Выбрать главу

Без труда привычно справившись с перекладыванием тела на стол, я раскрыла и убрала мешок. Мой неудавшийся убийца с разможженной головой, какая встреча! Я очень надеюсь, что мне в рану попала именно его кровь, а не мозги…

Включив диктофон, я натянула перчатки, халат и принялась обшаривать карманы, комментируя:

— Содержимое правого переднего кармана брюк — ключи с брелоком от машины, две монеты по пять рублей, купюры… Одиннадцать штук, номиналом от пятидесяти до пяти тысяч рублей. Пакет для улик номер один, — сложив указанное в прозрачный пластиковый пакет, я закрыла его с помощью липкой полоски, — содержимое левого переднего кармана брюк — деревянный портсигар. В портсигаре… Зубы, — полицай встрепенулся, подошел.

— Клыки обращенного вампира, — прокомментировал он, — предположительно, одного.

По взгляду было ясно, что объяснять во время записи мне никто ничего не собирается.

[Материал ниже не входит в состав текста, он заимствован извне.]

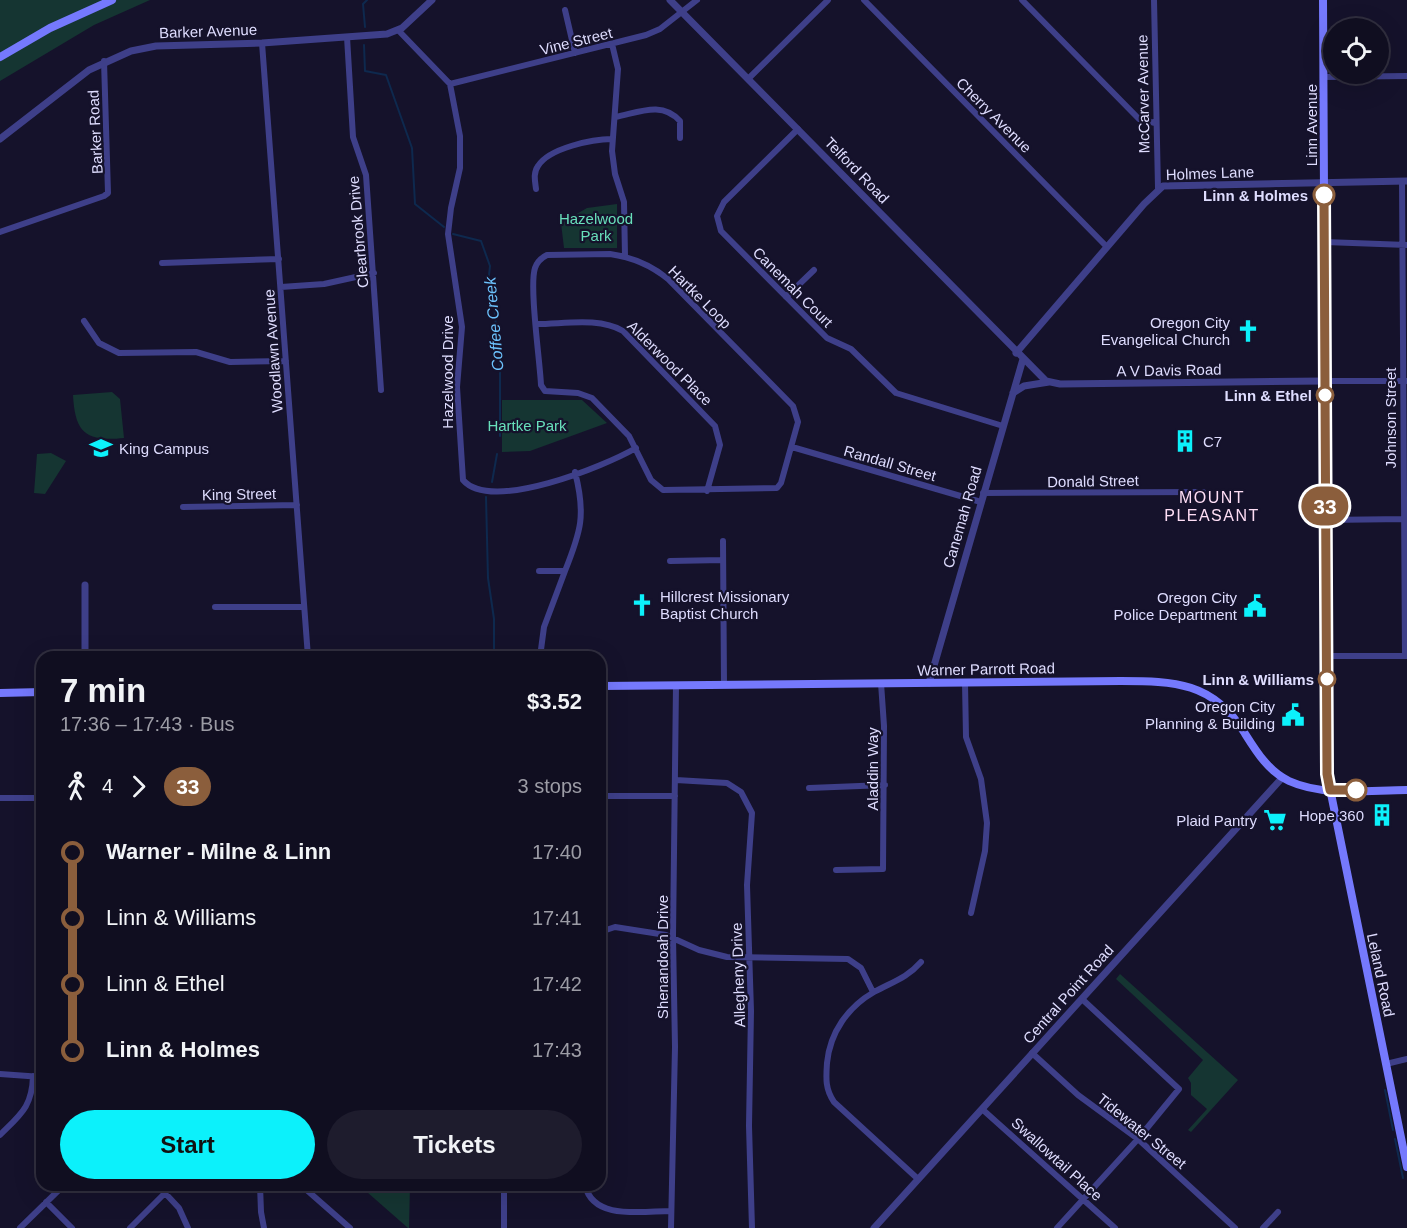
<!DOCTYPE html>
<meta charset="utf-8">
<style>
:root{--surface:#100e20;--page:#1e1c2d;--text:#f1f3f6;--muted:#9c9ca5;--line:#302e3e;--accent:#0cf1fb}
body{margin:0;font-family:Arial,sans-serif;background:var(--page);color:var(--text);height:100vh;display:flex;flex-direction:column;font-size:22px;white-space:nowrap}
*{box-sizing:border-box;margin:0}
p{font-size:20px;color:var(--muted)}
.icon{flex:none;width:33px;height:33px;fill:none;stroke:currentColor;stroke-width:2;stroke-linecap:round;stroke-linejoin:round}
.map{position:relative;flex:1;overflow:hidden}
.sheet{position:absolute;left:36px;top:651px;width:570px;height:540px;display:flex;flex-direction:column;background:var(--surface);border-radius:18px;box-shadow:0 6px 24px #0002,0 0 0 2px var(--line)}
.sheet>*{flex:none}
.badge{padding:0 12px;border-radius:20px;font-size:21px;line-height:39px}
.controls{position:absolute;left:1323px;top:18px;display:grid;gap:12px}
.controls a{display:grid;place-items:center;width:66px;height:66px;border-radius:50%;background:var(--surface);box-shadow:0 6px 24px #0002,0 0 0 2px var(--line);font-size:30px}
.map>.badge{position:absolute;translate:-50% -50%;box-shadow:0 0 0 3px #fff}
.legs{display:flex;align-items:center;gap:9px;height:66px;padding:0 24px;font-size:20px}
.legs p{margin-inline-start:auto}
.overview{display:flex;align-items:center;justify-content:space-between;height:102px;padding:0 24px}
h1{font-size:33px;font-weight:800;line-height:45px}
.action{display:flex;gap:12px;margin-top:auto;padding:12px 24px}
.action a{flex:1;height:69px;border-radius:36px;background:var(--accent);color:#111;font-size:24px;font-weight:800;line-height:69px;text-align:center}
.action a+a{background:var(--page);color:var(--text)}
ul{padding:0 24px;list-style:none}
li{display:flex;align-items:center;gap:21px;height:66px;font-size:22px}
li i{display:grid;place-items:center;width:9px;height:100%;margin:0 8px;background:currentColor}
li i::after{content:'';width:15px;height:15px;margin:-8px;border:4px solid;border-radius:50%;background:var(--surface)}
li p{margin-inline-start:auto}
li:first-child i{background:linear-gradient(#0000 50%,currentColor 0)}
li:last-child i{background:linear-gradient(currentColor 50%,#0000 0)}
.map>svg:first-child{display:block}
</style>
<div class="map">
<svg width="1407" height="1228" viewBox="0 0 1407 1228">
<rect width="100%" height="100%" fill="#15122b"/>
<path fill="#153532" d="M0,0H150L94,25L0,81Z
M617,204V248H564L561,223L587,208Z
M112,392L120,399L124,438C86,442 75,433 73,395Z
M502,400H582L607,423L530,451L502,452Z
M51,453L66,461L45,494L34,493L37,454Z
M1120,974L1238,1080L1191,1132L1188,1130L1207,1109L1191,1095V1083L1188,1078L1203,1060L1116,979Z
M359,1185H410L409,1228H408Z"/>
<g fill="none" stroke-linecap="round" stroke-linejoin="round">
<path stroke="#0e294e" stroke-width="2" d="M365,27L363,4L367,0
M364,45L365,71L386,75L412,148L415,204L444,227
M453,234L481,241L490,266L488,284L493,295L500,367V436
M492,482L497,454
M486,497L488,578L494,619V657
M1385,1090L1393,1130
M1395,1139L1403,1178"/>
<path stroke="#3e3f89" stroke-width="6" d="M864,0L1107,247
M1022,0L1139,119L1155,123
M1154,0L1158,188
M565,10L575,53
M398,30L450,84L460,136V168L451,208L448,234L462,327L457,387L463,480C491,513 605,466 636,448
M347,37L353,137L366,175L381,390
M262,43L308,657
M612,44L618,69L612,151L615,174L624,202L625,256
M1324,77L1407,76
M748,79L828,0
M450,84L646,35L660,29L697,0
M616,117C640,112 662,101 680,121V138
M798,129L724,202L717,216L721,231L827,338L851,349L896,393L1003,426
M1402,181L1405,656
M536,189C535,181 533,173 538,166C549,148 593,139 612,139
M0,232L104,196L108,193L104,61
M1325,242L1407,245
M610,254C631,257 651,265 668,279L793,406L798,422L781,483L777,488L663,490L651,480L629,436L592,398L578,393L545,391L541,385C540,362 529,286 535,268C537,262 541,258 547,255Z
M162,263L279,259
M281,287L324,284L374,273
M786,297L814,270
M84,321L99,343L119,353L196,352L230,362L286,361
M537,324C564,324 599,317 623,331L715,426L720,445L707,491
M1325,381H1407
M792,447L981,502
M983,493L1203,492
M183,507L297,505
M1325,520L1406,519
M723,541L724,685
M670,561L723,560
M539,571H565C581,531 586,515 575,472
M215,607H304
M1327,656H1407
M540,657L544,627L565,571
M965,683L966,737L981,779L987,823L985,851L971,913
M676,780L727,783L741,792L752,813L747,885L751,1011L749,1126L752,1228
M809,788L885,785
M600,796H675
M0,798H42
M836,870L883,869L884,726L881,683
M600,932L615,927L666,935L699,950L727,957L848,959L861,968L873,992
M1032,1053L1078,1095L1138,1139L1235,1228
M1386,1064L1407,1059
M0,1074L42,1077
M982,1109L1115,1228
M0,1135C21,1114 32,1107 33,1076
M918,1179L834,1102C825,1089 826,1078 827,1063C830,1032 848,1007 874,992C892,982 907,978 921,962
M260,1185L261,1212L264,1228
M301,1185L350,1228
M585,1185C593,1221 643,1211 671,1211
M165,1193L179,1208L188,1228
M46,1202L72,1228
M20,1228L64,1185
M130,1228L173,1185
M504,1228V1185
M671,1228L675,1047L673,937L676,685
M1057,1228L1138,1139L1179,1089L1082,999
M1263,1228L1278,1212"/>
<path stroke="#3e3f89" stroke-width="7" d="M670,0L1046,381L1060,384L1325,381
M0,139L89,70L131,51L156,46L262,43L387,34L402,28L432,0
M1016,353L1144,204L1163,186L1407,181
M1013,393L1024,386L1049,382
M85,657V585
M929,683L1023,359
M874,1228L1282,778"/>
<path stroke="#7579fd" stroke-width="8" d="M1323,0L1327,774L1407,1167
M0,57L50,28L112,0
M600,686L1121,681C1174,681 1213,682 1244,732C1256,751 1268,771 1289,781C1324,797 1370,790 1407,790
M0,693L42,692"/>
</g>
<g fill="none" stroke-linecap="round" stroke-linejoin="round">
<g stroke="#fff" stroke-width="14">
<path id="line-1" d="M1324,195L1327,774L1330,790H1356"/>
</g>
<use href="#line-1" stroke="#8b5e3c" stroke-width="9"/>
</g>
<defs>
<g id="church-bare" transform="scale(1.8)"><path d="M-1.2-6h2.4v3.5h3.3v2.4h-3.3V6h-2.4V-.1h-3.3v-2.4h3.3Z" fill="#0cf1fb" stroke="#15122b" stroke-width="2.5" paint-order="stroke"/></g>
<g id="building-bare" transform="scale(1.8)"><path d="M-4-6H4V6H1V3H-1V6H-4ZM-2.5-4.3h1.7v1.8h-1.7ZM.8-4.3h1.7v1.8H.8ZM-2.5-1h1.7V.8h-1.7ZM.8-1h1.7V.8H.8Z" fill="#0cf1fb" stroke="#15122b" stroke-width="2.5" paint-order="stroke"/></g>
<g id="school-bare" transform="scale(1.8)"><path d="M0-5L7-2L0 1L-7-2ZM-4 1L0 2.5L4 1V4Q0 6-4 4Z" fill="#0cf1fb" stroke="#15122b" stroke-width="2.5" paint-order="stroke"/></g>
<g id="civic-bare" transform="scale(1.8)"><path d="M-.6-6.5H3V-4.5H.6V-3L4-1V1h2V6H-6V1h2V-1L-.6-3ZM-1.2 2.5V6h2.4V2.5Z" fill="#0cf1fb" stroke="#15122b" stroke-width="2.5" paint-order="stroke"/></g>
<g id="supermarket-bare" transform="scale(1.8)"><path d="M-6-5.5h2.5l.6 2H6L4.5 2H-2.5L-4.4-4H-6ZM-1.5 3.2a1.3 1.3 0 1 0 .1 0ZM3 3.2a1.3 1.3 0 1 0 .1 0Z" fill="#0cf1fb" stroke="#15122b" stroke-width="2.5" paint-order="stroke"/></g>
</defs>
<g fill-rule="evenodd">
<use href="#church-bare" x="1248" y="331"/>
<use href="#building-bare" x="1185" y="441"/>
<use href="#school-bare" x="101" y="448"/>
<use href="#church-bare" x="642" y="605"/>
<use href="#civic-bare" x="1255" y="606"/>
<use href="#civic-bare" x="1293" y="715"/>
<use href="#building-bare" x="1382" y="815"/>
<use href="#supermarket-bare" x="1275" y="820"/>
</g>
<g fill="#fff" stroke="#8b5e3c" stroke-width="3">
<circle cx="1324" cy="195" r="10"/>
<circle cx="1325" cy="395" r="8"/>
<circle cx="1327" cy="679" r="8"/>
<circle cx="1356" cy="790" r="10"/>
</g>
<g text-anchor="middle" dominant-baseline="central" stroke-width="4.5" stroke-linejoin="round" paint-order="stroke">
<g font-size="15" fill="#dedcfe" stroke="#15122b">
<text transform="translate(208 31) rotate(-2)">Barker Avenue</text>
<text transform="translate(576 41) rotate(-14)">Vine Street</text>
<text transform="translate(1143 94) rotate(-91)">McCarver Avenue</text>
<text transform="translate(994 115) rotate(45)">Cherry Avenue</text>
<text transform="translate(1311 125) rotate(-90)">Linn Avenue</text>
<text transform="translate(95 132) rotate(-93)">Barker Road</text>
<text transform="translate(857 170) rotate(46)">Telford Road</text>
<text transform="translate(1210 173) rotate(-2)">Holmes Lane</text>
<text transform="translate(358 232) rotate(-95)">Clearbrook Drive</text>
<text transform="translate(793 287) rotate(45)">Canemah Court</text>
<text transform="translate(700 297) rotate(45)">Hartke Loop</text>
<text transform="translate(273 351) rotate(-94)">Woodlawn Avenue</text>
<text transform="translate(670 363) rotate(45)">Alderwood Place</text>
<text transform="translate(1169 370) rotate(-1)">A V Davis Road</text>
<text transform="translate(447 372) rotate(-90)">Hazelwood Drive</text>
<text transform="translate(1390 418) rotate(-90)">Johnson Street</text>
<text transform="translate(890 463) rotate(16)">Randall Street</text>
<text transform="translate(1093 481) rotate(-1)">Donald Street</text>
<text transform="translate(239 494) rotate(-1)">King Street</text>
<text transform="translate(962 517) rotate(-74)">Canemah Road</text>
<text transform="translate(986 669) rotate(-1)">Warner Parrott Road</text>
<text transform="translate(872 769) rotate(-90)">Aladdin Way</text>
<text transform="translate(662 957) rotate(-90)">Shenandoah Drive</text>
<text transform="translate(738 975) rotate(-92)">Allegheny Drive</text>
<text transform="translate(1381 975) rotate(78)">Leland Road</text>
<text transform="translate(1068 994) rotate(-48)">Central Point Road</text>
<text transform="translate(1142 1131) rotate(39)">Tidewater Street</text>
<text transform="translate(1057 1159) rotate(42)">Swallowtail Place</text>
</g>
<g font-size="15" font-weight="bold" fill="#dedcfe" stroke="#15122b" text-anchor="end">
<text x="1308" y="195">Linn &amp; Holmes</text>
<text x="1312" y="395">Linn &amp; Ethel</text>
<text x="1314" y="679">Linn &amp; Williams</text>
</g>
<g font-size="15" fill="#68dfbb" stroke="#15122b">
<text x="596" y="218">Hazelwood<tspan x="596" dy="17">Park</tspan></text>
<text x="527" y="425">Hartke Park</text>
</g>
<g font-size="15" fill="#dedcfe" stroke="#15122b" text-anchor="end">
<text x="1230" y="322">Oregon City<tspan x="1230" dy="17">Evangelical Church</tspan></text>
<text x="1203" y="441" text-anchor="start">C7</text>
<text x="119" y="448" text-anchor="start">King Campus</text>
<text x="660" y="596" text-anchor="start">Hillcrest Missionary<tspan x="660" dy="17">Baptist Church</tspan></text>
<text x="1237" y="597">Oregon City<tspan x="1237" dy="17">Police Department</tspan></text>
<text x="1275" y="706">Oregon City<tspan x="1275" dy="17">Planning &amp; Building</tspan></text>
<text x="1364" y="815">Hope 360</text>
<text x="1257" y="820">Plaid Pantry</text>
</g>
<g font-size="16" font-style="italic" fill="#6cc2fd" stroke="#15122b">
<text transform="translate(494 324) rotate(-95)">Coffee Creek</text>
</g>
<g font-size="16" letter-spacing="1.5" fill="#fedef5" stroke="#15122b">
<text x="1212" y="497">MOUNT<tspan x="1212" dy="18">PLEASANT</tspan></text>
</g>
</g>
</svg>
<div class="controls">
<a><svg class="icon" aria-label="locate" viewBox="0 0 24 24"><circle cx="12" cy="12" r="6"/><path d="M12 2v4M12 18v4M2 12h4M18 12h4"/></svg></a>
</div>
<b class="badge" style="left:1325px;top:506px;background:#8b5e3c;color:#fff">33</b>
<section class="sheet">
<div class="overview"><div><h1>7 min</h1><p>17:36 – 17:43 · Bus</p></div><b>$3.52</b></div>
<div class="legs"><svg class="icon" aria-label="walk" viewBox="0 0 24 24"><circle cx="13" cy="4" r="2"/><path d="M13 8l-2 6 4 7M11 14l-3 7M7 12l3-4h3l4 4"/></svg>4<svg class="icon" aria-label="forward" viewBox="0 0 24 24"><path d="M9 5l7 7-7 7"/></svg><b class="badge" style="background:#8b5e3c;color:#fff">33</b><p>3 stops</p></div>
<ul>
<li><i style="color:#8b5e3c"></i><b>Warner - Milne &amp; Linn</b><p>17:40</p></li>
<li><i style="color:#8b5e3c"></i><span>Linn &amp; Williams</span><p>17:41</p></li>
<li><i style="color:#8b5e3c"></i><span>Linn &amp; Ethel</span><p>17:42</p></li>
<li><i style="color:#8b5e3c"></i><b>Linn &amp; Holmes</b><p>17:43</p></li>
</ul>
<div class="action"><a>Start</a><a>Tickets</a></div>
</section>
</div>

— Пакет для улик номер два, — вздохнула я, возвращаясь к работе. А зубки-то не намного длиннее нормальных человеческих “троек”. Эге, так это и у меня такие? Пощупала языком — так и есть. Круто! — задние карманы брюк пусты, нагрудный карман свитера пуст, — ну вот и кончилась самая простая часть… Срезав и сунув в очередной пакет одежду и обувь объекта вскрытия, я провела довольно поверхностный наружный осмотр, — шрамов, татуировок, крупных родимых пятен и других отличительных знаков нет, — повернувшись к инструментам, я с удивлением обнаружила, что герр ариец имел наглость отключить диктофон.

— Только причина смерти, — хмуро сообщил он, — если можно без вскрытия установить, то не вскрывай.

— А сразу это сказать? — в который раз за сегодня возмутилась я. — И вообще, какая у него причина смерти? Я же не могу в отчете написать, что человек с перерезанным по самые позвонки горлом умер от выстрела в голову!

— Ты не будешь писать отчет для своих, — спокойно возразил вампир, — писать отчет буду я, тебе же надо установить только причину окончательной смерти, несмертельные раны не имеют значения.

Я хотела было еще поспорить, но он демонстративно включил запись, так что я только процедила:

— Причина смерти — фатальное огнестрельное ранение головного мозга, частично разрушена черепная коробка.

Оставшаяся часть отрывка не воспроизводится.